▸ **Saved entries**
........
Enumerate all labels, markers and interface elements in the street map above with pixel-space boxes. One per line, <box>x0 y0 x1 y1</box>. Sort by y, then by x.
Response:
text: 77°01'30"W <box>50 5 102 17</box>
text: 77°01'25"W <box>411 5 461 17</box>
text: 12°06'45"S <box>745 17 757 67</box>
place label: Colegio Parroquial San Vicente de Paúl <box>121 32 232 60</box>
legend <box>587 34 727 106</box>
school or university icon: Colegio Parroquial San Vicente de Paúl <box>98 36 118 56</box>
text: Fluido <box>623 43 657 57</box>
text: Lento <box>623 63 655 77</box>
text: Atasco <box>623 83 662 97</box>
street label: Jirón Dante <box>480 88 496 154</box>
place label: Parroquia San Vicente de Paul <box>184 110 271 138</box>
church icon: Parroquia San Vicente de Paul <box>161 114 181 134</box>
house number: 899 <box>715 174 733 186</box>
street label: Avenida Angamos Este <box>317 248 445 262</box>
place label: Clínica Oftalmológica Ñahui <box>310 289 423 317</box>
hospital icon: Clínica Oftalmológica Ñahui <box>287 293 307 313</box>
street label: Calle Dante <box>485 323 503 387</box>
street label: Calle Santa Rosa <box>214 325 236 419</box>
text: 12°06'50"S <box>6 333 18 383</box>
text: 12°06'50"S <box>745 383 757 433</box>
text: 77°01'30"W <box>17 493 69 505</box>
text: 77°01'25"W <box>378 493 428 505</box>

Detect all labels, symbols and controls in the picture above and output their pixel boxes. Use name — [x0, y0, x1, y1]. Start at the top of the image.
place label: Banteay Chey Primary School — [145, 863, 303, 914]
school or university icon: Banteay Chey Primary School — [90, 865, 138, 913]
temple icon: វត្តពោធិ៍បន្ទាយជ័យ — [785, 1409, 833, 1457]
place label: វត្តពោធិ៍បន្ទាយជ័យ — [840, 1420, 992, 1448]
........
▸ **How to complete this task**
Each entry above should be repeated exactly, with no line left out.

▸ **Expected answer**
Enumerate all labels, markers and interface elements in the street map above with pixel-space boxes. One per line, <box>x0 y0 x1 y1</box>. Sort by y, then by x.
Response:
text: 77°01'30"W <box>50 5 102 17</box>
text: 77°01'25"W <box>411 5 461 17</box>
text: 12°06'45"S <box>745 17 757 67</box>
place label: Colegio Parroquial San Vicente de Paúl <box>121 32 232 60</box>
legend <box>587 34 727 106</box>
school or university icon: Colegio Parroquial San Vicente de Paúl <box>98 36 118 56</box>
text: Fluido <box>623 43 657 57</box>
text: Lento <box>623 63 655 77</box>
text: Atasco <box>623 83 662 97</box>
street label: Jirón Dante <box>480 88 496 154</box>
place label: Parroquia San Vicente de Paul <box>184 110 271 138</box>
church icon: Parroquia San Vicente de Paul <box>161 114 181 134</box>
house number: 899 <box>715 174 733 186</box>
street label: Avenida Angamos Este <box>317 248 445 262</box>
place label: Clínica Oftalmológica Ñahui <box>310 289 423 317</box>
hospital icon: Clínica Oftalmológica Ñahui <box>287 293 307 313</box>
street label: Calle Dante <box>485 323 503 387</box>
street label: Calle Santa Rosa <box>214 325 236 419</box>
text: 12°06'50"S <box>6 333 18 383</box>
text: 12°06'50"S <box>745 383 757 433</box>
text: 77°01'30"W <box>17 493 69 505</box>
text: 77°01'25"W <box>378 493 428 505</box>

Detect all labels, symbols and controls in the picture above and output their pixel boxes. Use name — [x0, y0, x1, y1]. Start at the top of the image.
place label: Banteay Chey Primary School — [145, 863, 303, 914]
school or university icon: Banteay Chey Primary School — [90, 865, 138, 913]
temple icon: វត្តពោធិ៍បន្ទាយជ័យ — [785, 1409, 833, 1457]
place label: វត្តពោធិ៍បន្ទាយជ័យ — [840, 1420, 992, 1448]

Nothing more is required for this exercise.